# DataFrames Manipulations

In [1]:
import pandas as pd

## Create Weather datasets

In [2]:
eu_weather_df = pd.DataFrame({
  "town": ["Atina", "Oslo", "London"],
  "temp":[35,21,25],
  "rain": [False, False, True ]
})
eu_weather_df

Unnamed: 0,town,temp,rain
0,Atina,35,False
1,Oslo,21,False
2,London,25,True


In [3]:
bg_weather_df = pd.DataFrame({
  "town": ["Sofia", "Sandanski", "Pleven"],
  "temp":[25,32,21],
  "rain": [False, False, True ]
})
bg_weather_df

Unnamed: 0,town,temp,rain
0,Sofia,25,False
1,Sandanski,32,False
2,Pleven,21,True


## Re-arange columns

In [4]:
eu_weather_df = eu_weather_df[["temp", "rain","town"]]
eu_weather_df


Unnamed: 0,temp,rain,town
0,35,False,Atina
1,21,False,Oslo
2,25,True,London


In [5]:
# but let get the order back:
eu_weather_df = eu_weather_df[['town', 'temp', 'rain']]
eu_weather_df


Unnamed: 0,town,temp,rain
0,Atina,35,False
1,Oslo,21,False
2,London,25,True


## Insert Columns

### Insert column into DF at specified location

Reference:https://pandas.pydata.org/docs/reference/api/pandas.DataFrame.insert.html

In [6]:
# it's a good practice to check for column existence, before inserting it
if not "wind" in eu_weather_df.columns:
    eu_weather_df.insert(3,"wind",[1.5, 7.5, 4])
eu_weather_df

Unnamed: 0,town,temp,rain,wind
0,Atina,35,False,1.5
1,Oslo,21,False,7.5
2,London,25,True,4.0


## Deleting columns

#### in place: with del or pop()

In [7]:
if 'wind' in eu_weather_df:
	del eu_weather_df["wind"]
	# eu_weather_df.pop("wind")

eu_weather_df

Unnamed: 0,town,temp,rain
0,Atina,35,False
1,Oslo,21,False
2,London,25,True


#### with DF.drop method

Reference: https://pandas.pydata.org/docs/reference/api/pandas.DataFrame.drop.html

In [8]:
# we can use columns argument to drop column(s)
eu_weather_df.drop(columns=["temp","rain"])

Unnamed: 0,town
0,Atina
1,Oslo
2,London


In [9]:
# or we can pass list of column names as first argument, and specify axis=1, in order to drop columns:
eu_weather_df.drop(["temp","rain"], axis=1)

Unnamed: 0,town
0,Atina
1,Oslo
2,London


In [10]:
# note that most operations of DataFrame objects do not modify the original object, but return a copy
eu_weather_df

Unnamed: 0,town,temp,rain
0,Atina,35,False
1,Oslo,21,False
2,London,25,True


## Concatenate DataDrames along rows or columns (a particular axis)

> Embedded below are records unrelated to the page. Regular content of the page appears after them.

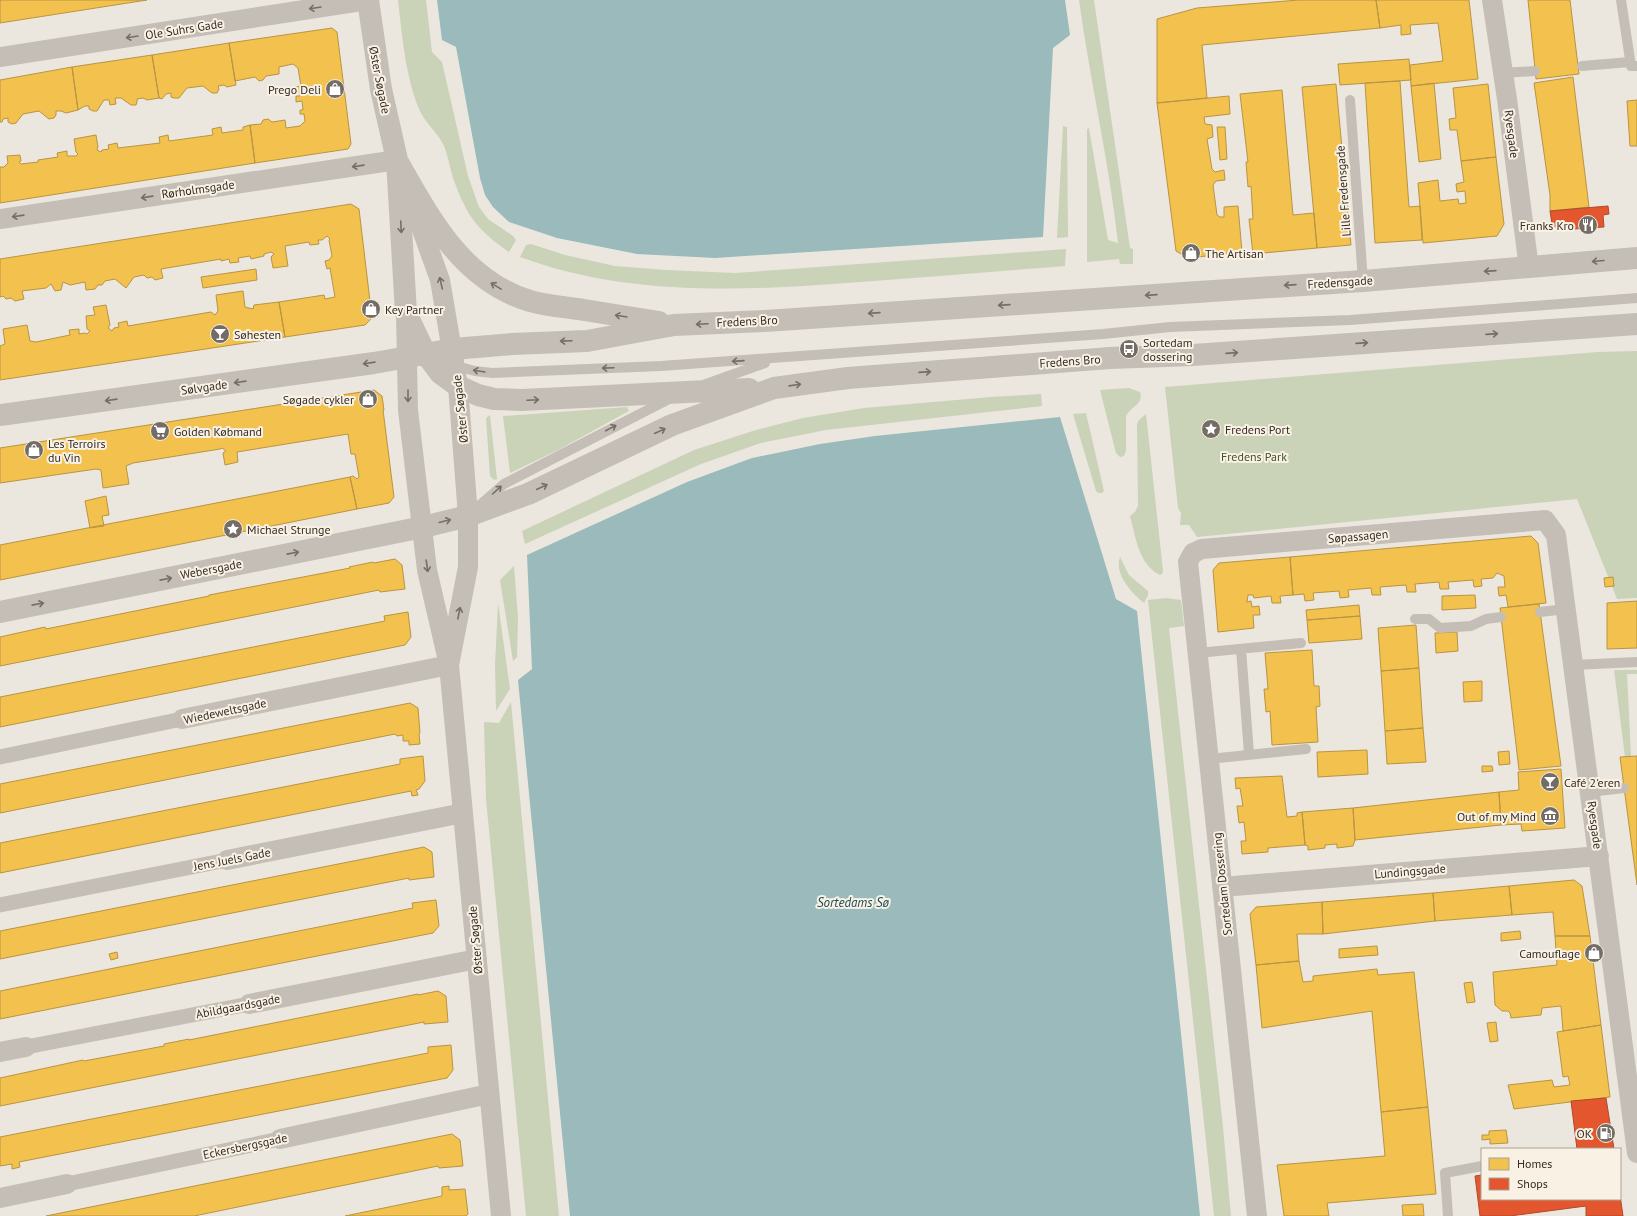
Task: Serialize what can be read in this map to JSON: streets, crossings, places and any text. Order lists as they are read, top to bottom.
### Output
{
  "streets": {
    "street": [
      "Ole Suhrs Gade",
      "Øster Søgade",
      "Ryesgade",
      "Rørholmsgade",
      "Fredensgade",
      "Fredens Bro",
      "Sølvgade",
      "Søpassagen",
      "Webersgade",
      "Wiedeweltsgade",
      "Jens Juels Gade",
      "Lundingsgade",
      "Sortedam Dossering",
      "Abildgaardsgade",
      "Eckersbergsgade"
    ],
    "lane": ["Lille Fredensgade"]
  },
  "crossings": [
    ["Ole Suhrs Gade", "Øster Søgade"],
    ["Øster Søgade", "Rørholmsgade"],
    ["Øster Søgade", "Fredens Bro"],
    ["Øster Søgade", "Sølvgade"],
    ["Øster Søgade", "Webersgade"],
    ["Øster Søgade", "Wiedeweltsgade"],
    ["Øster Søgade", "Jens Juels Gade"],
    ["Øster Søgade", "Abildgaardsgade"],
    ["Øster Søgade", "Eckersbergsgade"],
    ["Ryesgade", "Fredensgade"],
    ["Ryesgade", "Søpassagen"],
    ["Ryesgade", "Lundingsgade"],
    ["Lille Fredensgade", "Fredensgade"],
    ["Fredensgade", "Fredens Bro"],
    ["Fredens Bro", "Sølvgade"],
    ["Fredens Bro", "Webersgade"],
    ["Søpassagen", "Sortedam Dossering"],
    ["Lundingsgade", "Sortedam Dossering"]
  ],
  "one_way": [
    "Ole Suhrs Gade",
    "Rørholmsgade",
    "Fredensgade",
    "Sølvgade",
    "Webersgade"
  ],
  "water": ["Sortedams Sø"],
  "parks": ["Fredens Park"],
  "places": {
    "shop": [
      "Prego Deli",
      "The Artisan",
      "Key Partner",
      "Søgade cykler",
      "Les Terroirs du Vin",
      "Camouflage"
    ],
    "restaurant": ["Franks Kro"],
    "bar": ["Søhesten", "Café 2'eren"],
    "bus stop": ["Sortedam dossering"],
    "place": ["Fredens Port", "Michael Strunge"],
    "supermarket": ["Golden Købmand"],
    "museum": ["Out of my Mind"],
    "fuel station": ["OK"]
  },
  "legend": ["Homes", "Shops"]
}
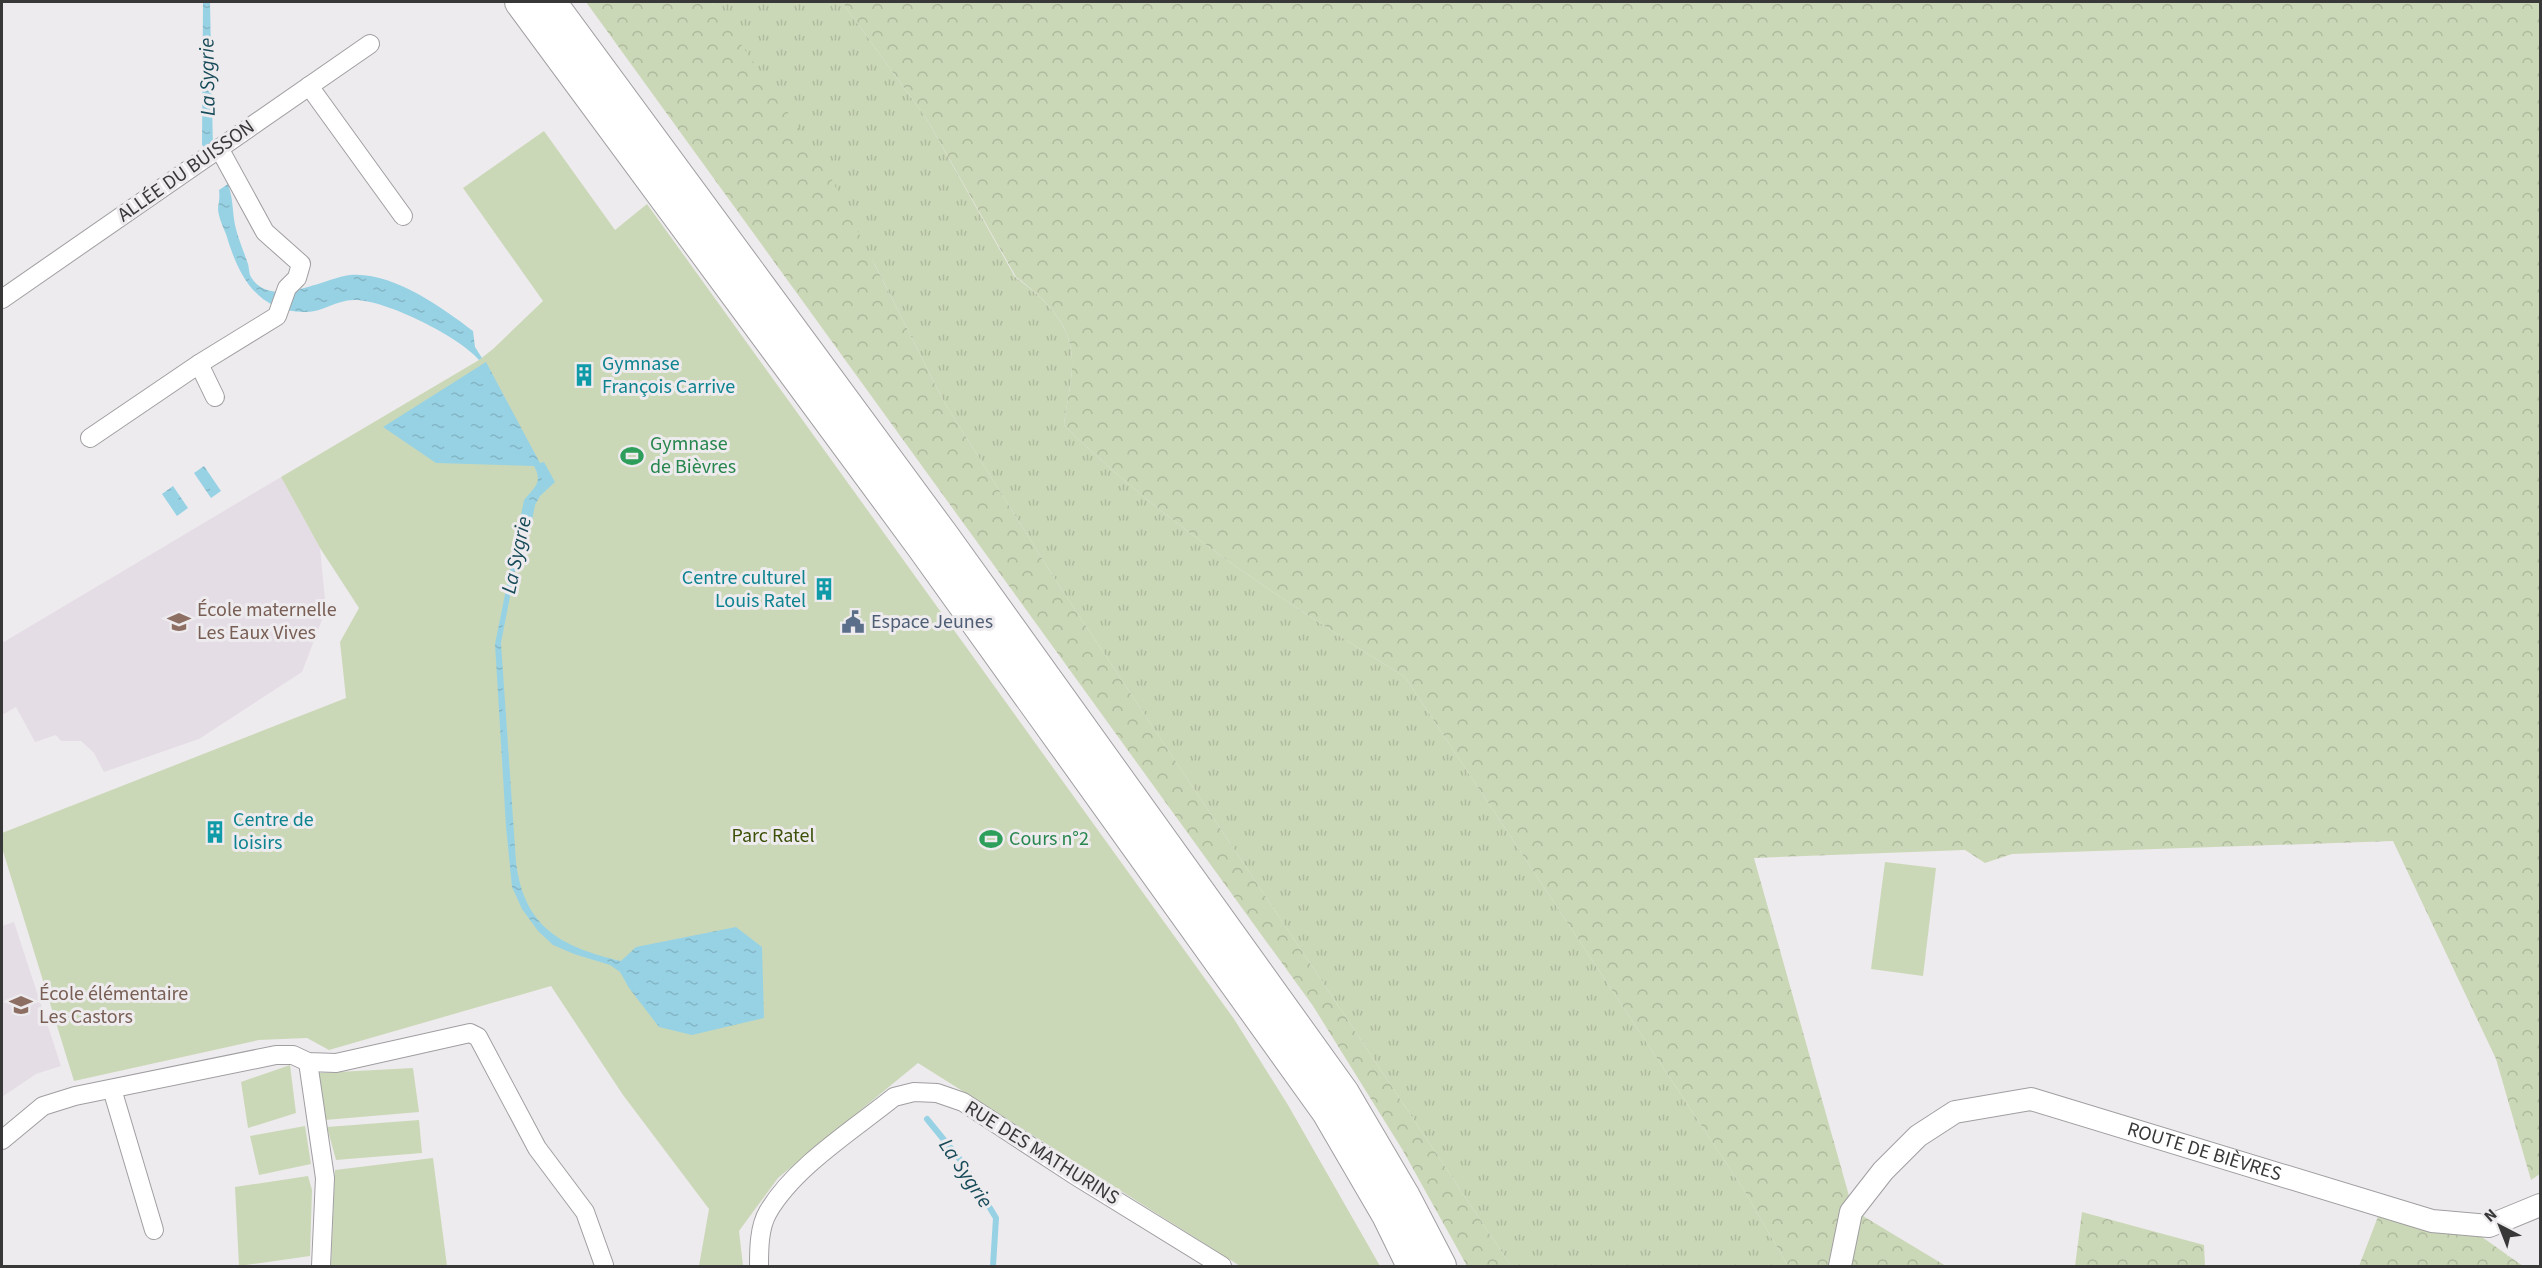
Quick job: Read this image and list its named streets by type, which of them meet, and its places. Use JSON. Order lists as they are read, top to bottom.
{
  "streets": {
    "street": ["ALLÉE DU BUISSON", "ROUTE DE BIÈVRES", "RUE DES MATHURINS"]
  },
  "water": ["La Sygrie"],
  "parks": ["Parc Ratel"],
  "places": {
    "building": ["Gymnase François Carrive", "Centre culturel Louis Ratel", "Centre de loisirs"],
    "sports": ["Gymnase de Bièvres", "Cours n°2"],
    "school or university": ["École maternelle Les Eaux Vives", "École élémentaire Les Castors"],
    "public building": ["Espace Jeunes"]
  },
  "north": "top left"
}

Reference: https://pandas.pydata.org/docs/reference/api/pandas.concat.html

### Concatenate Rows

Using pd.concat() we can add rows from one DF into another. 

In [11]:
# keep original indexes (dafault):
world_weather_df = pd.concat([eu_weather_df, bg_weather_df])
world_weather_df

Unnamed: 0,town,temp,rain
0,Atina,35,False
1,Oslo,21,False
2,London,25,True
0,Sofia,25,False
1,Sandanski,32,False
2,Pleven,21,True


In [12]:
# auto indexing:
world_weather_df = pd.concat([eu_weather_df, bg_weather_df], ignore_index=True)
world_weather_df

Unnamed: 0,town,temp,rain
0,Atina,35,False
1,Oslo,21,False
2,London,25,True
3,Sofia,25,False
4,Sandanski,32,False
5,Pleven,21,True


In [13]:
# add keys for each DF
world_weather_df = pd.concat(
    [eu_weather_df, bg_weather_df],
    keys=["EU", "BG"]
)

world_weather_df

Unnamed: 0,Unnamed: 1,town,temp,rain
EU,0,Atina,35,False
EU,1,Oslo,21,False
EU,2,London,25,True
BG,0,Sofia,25,False
BG,1,Sandanski,32,False
BG,2,Pleven,21,True


In [14]:
# we can retrieve data by index:
world_weather_df.loc["BG"]

Unnamed: 0,town,temp,rain
0,Sofia,25,False
1,Sandanski,32,False
2,Pleven,21,True


### Concatenate Columns

Using pd.concat() we can add columns from one DF into another.
Note, that we must pass `axis=1` in order to concatenate columns, not rows.

In [15]:
# define wind_df
wind_df=pd.DataFrame([3.4, 2, 6.5], columns=["wind"])
wind_df

Unnamed: 0,wind
0,3.4
1,2.0
2,6.5


In [16]:
# to add columns from wind_df into bg_weather_df we have to specify axis=1
new_bg_weather_df= pd.concat([bg_weather_df, wind_df],axis=1)
new_bg_weather_df

Unnamed: 0,town,temp,rain,wind
0,Sofia,25,False,3.4
1,Sandanski,32,False,2.0
2,Pleven,21,True,6.5